Oftentimes, individuals who are of underrepresented minority groups, Black, Hispanic, Native Americans, may opt for a noninvasive screening test, a stool-based screening test. Our current government policies state that if somebody chooses that screening test and if that’s stool screening test is abnormal and therefore they need a second, more-invasive procedure, insurance companies don’t have to cover that test. Insurance companies can essentially say that they’ve covered the initial screening, preventative test, and for the follow-up tests, the patient is responsible for paying that.

And that’s an example of a policy that then leads to Black people being less likely to complete colon cancer screening, and as a result, Black men are almost two times more likely to die from colon cancer than white men. So these policies and practices that are in place really, you know, not only harm physicians, but ultimately have really severe and dire consequences for our patients.

What sort of responses have you received to your essay since it was published? 

The response has been overwhelmingly positive. Of all of the institutions that I’ve been affiliated with in the past, several individuals have reached out and have now made the essay required reading for learners and for supervisors. Several of the institutions I’ve been affiliated with are now designing specific programs that will empower those who are in leadership as well as learners to speak up whenever they see bias and in real time when microaggressions happen, whether it’s at the patient bedside or in a meeting or conference. And furthermore, they have proposed to study the impact of those interventions on the long-term outcomes for both leaders and learners.

And so I’m really quite happy that this is the response it’s received. This is what I was hoping for. And as I said in my essay, dismantling structural racism is really a collective effort and everybody needs to play a role. And so the fact that our educational systems are owning this and our health care systems are owning this really does encourage me. And I hope that this current movement will lead to the change that has been long overdue in our country.

This is a lightly edited transcript from a recent episode of STAT’s biotech podcast, “The Readout LOUD.” Like it? Consider subscribing to hear every episode.

  • Respectfully:
    1) If “institutional racism” = Failed public schools and a welfare system that has trapped generations of recipients into poverty, please say so. Otherwise a definition is required. ‘Someone once said that they were surprised to see a black female doc seems an odd definition.’
    2) Blaming “medical institutions and health care systems” for the suggested lack of interest among black youth in STEM classes and medical careers seems odd. I would suggest looking at decades of failed public schools, breakdown of family structure, single parents crushed with trying to work and raise kids, etc.
    3) As for “it’s only very recently that, you know, we see Black people in medicine” the statement seems an anachronism. I went to med school in the Midwest in 1980 (long time ago) and there was a separate track to admit black kids with lower grades and test scores. The school offered extra instruction, tutors, etc. for these kids.

  • “And we had this entire brainstorming session and we came up with, you know, why couldn’t they have said, “It’s good for all of us that Dr. Issaka is here?”

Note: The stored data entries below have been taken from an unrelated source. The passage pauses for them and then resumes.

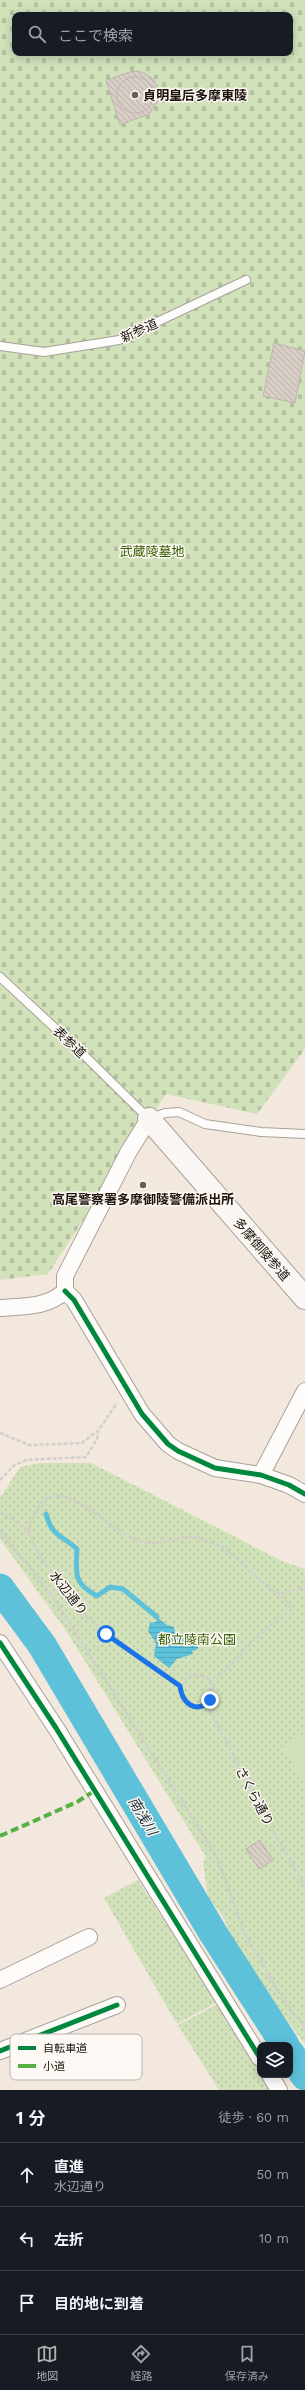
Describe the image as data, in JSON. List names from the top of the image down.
{
  "streets": {
    "main road": ["多摩御陵参道"],
    "lane": ["新参道", "表参道"],
    "path": ["水辺通り", "さくら通り"]
  },
  "crossings": [
    ["表参道", "多摩御陵参道"],
    ["水辺通り", "さくら通り"]
  ],
  "water": ["南浅川"],
  "parks": ["武蔵陵墓地", "都立陵南公園"],
  "places": ["貞明皇后多摩東陵", "高尾警察署多摩御陵警備派出所"],
  "legend": ["自転車道", "小道"],
  "page": {
    "search": "ここで検索",
    "heading": ["1 分", "徒歩 · 60 m"],
    "list": [
      ["直進", "水辺通り", "50 m"],
      ["左折", "10 m"],
      "目的地に到着"
    ],
    "nav": ["地図", "経路", "保存済み"]
  }
}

    And over the years, I’ve really begun to evolve to understand that it wasn’t my failing. It wasn’t, you know, the onus was not on me. And it was really up to the team and especially those who were leading the team to have stood up for me.”
    Seriously? One woman said something to you (which you admit was not an insult) several years ago and this is an example of structural racism? And then you expect your team to “stood up for you”. Maybe they had other things on their minds like how best to treat the patient instead of reacting to something a patient said that was not an insult. I have a better explanation; many older patients still picture MDs as white males because that how it was for many years. Now it is certainly less so. What do you think we should do send older people to re-education camps?